> _Items from a dataset_
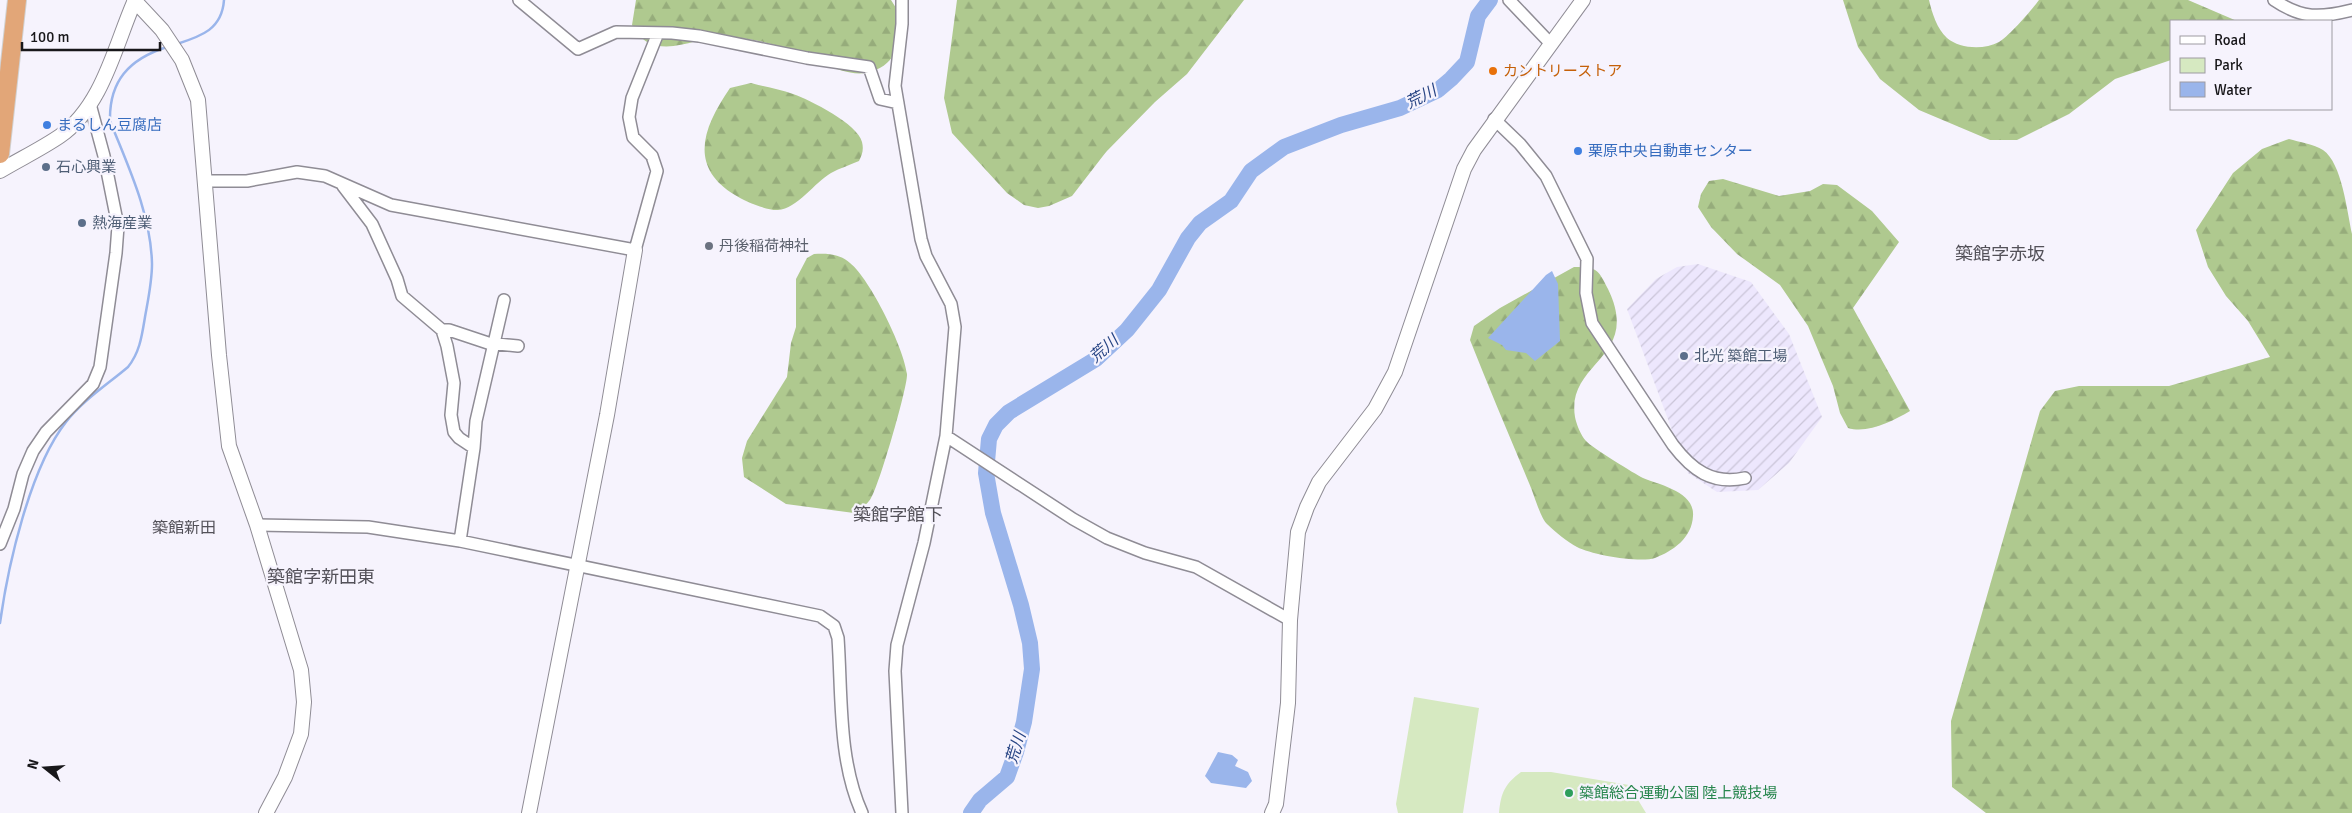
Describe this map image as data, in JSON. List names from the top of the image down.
{
  "districts": [
    "築館字赤坂",
    "築館字館下",
    "築館新田",
    "築館字新田東"
  ],
  "water": ["荒川"],
  "places": [
    "カントリーストア",
    "まるしん豆腐店",
    "栗原中央自動車センター",
    "石心興業",
    "熱海産業",
    "丹後稲荷神社",
    "北光 築館工場",
    "築館総合運動公園 陸上競技場"
  ],
  "legend": ["Road", "Park", "Water"],
  "scale_bar": "100 m",
  "north": "left"
}
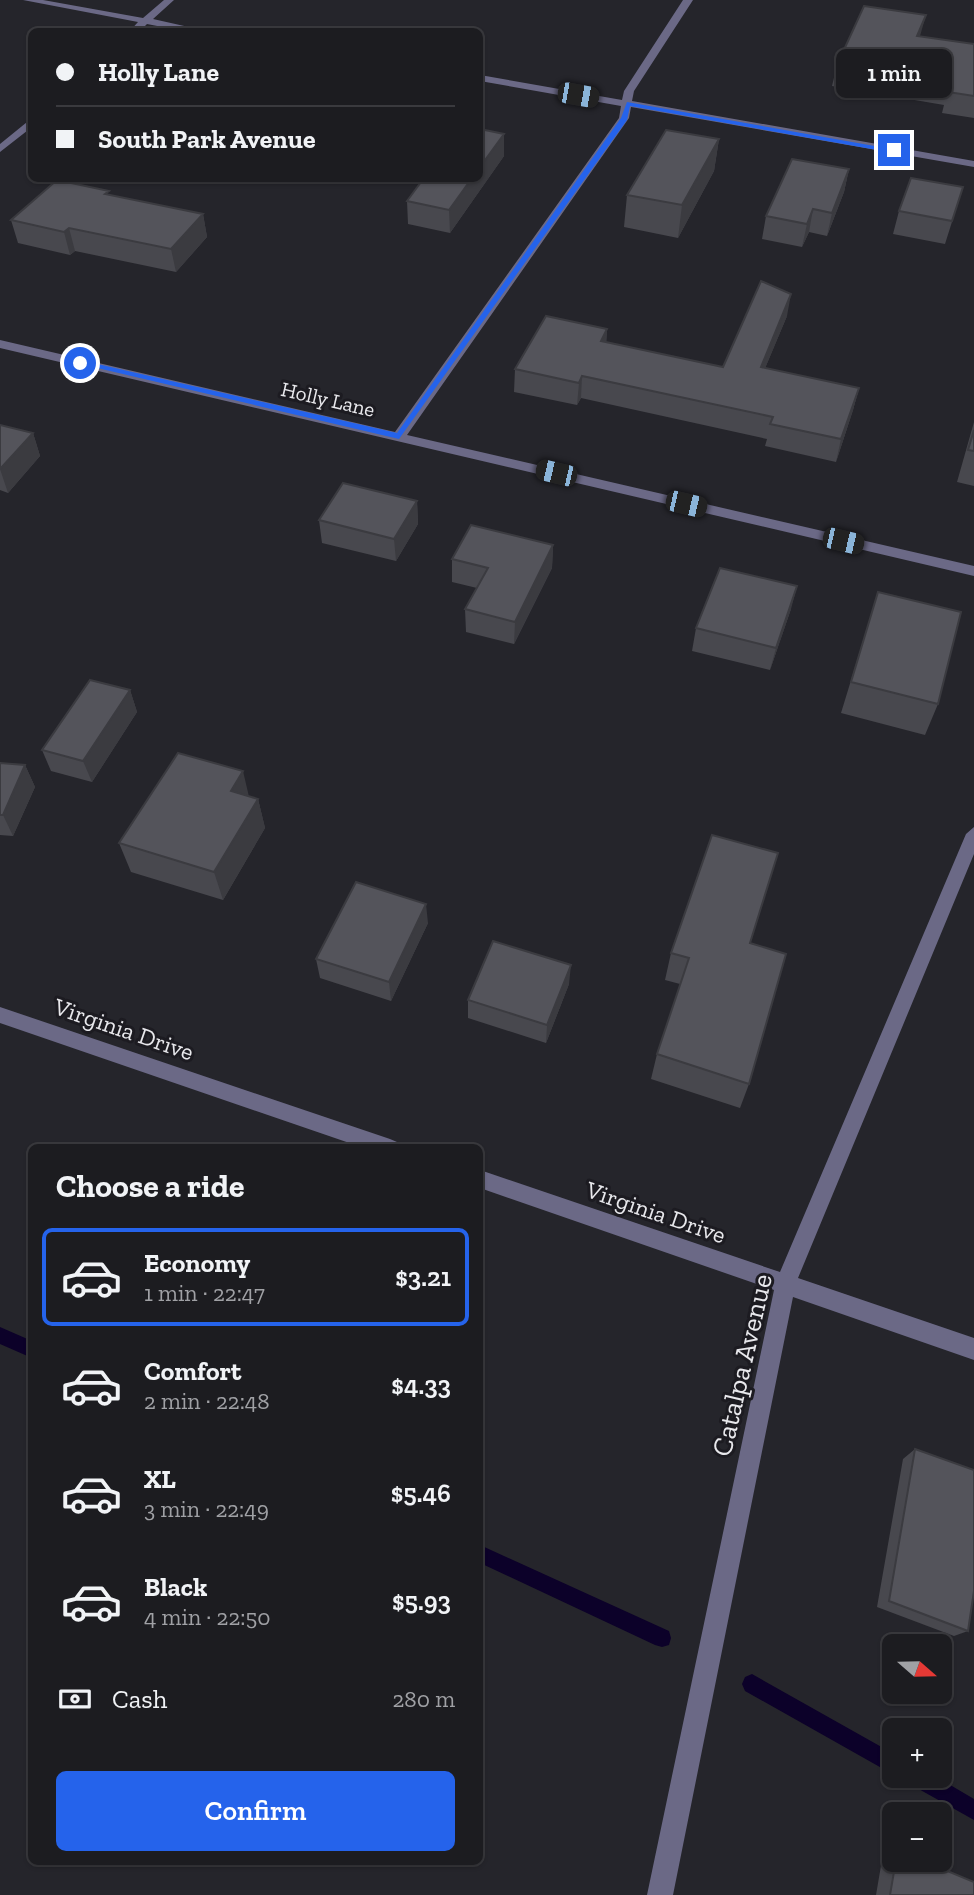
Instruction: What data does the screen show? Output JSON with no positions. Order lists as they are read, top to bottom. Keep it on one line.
{"streets":{"street":["Holly Lane","Virginia Drive","Catalpa Avenue"]},"crossings":[["Virginia Drive","Catalpa Avenue"]],"north":"right","page":{"banner":["Holly Lane","South Park Avenue"],"bubble":"1 min","heading":"Choose a ride","list":[{"name":"Economy","note":"1 min · 22:47","value":"$3.21"},{"name":"Comfort","note":"2 min · 22:48","value":"$4.33"},{"name":"XL","note":"3 min · 22:49","value":"$5.46"},{"name":"Black","note":"4 min · 22:50","value":"$5.93"}],"map_buttons":["+","−"],"pay":["Cash","280 m"],"buttons":"Confirm"}}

> _WORK ORDER_
Each line of the data must be restated exactly, and the pictures must be left out.

> _SOLUTION TO THIS PROBLEM_
Describe this map image as data, in JSON. List names from the top of the image down.
{
  "districts": [
    "築館字赤坂",
    "築館字館下",
    "築館新田",
    "築館字新田東"
  ],
  "water": ["荒川"],
  "places": [
    "カントリーストア",
    "まるしん豆腐店",
    "栗原中央自動車センター",
    "石心興業",
    "熱海産業",
    "丹後稲荷神社",
    "北光 築館工場",
    "築館総合運動公園 陸上競技場"
  ],
  "legend": ["Road", "Park", "Water"],
  "scale_bar": "100 m",
  "north": "left"
}
Instruction: What data does the screen show? Output JSON with no positions. Order lists as they are read, top to bottom. Keep it on one line.
{"streets":{"street":["Holly Lane","Virginia Drive","Catalpa Avenue"]},"crossings":[["Virginia Drive","Catalpa Avenue"]],"north":"right","page":{"banner":["Holly Lane","South Park Avenue"],"bubble":"1 min","heading":"Choose a ride","list":[{"name":"Economy","note":"1 min · 22:47","value":"$3.21"},{"name":"Comfort","note":"2 min · 22:48","value":"$4.33"},{"name":"XL","note":"3 min · 22:49","value":"$5.46"},{"name":"Black","note":"4 min · 22:50","value":"$5.93"}],"map_buttons":["+","−"],"pay":["Cash","280 m"],"buttons":"Confirm"}}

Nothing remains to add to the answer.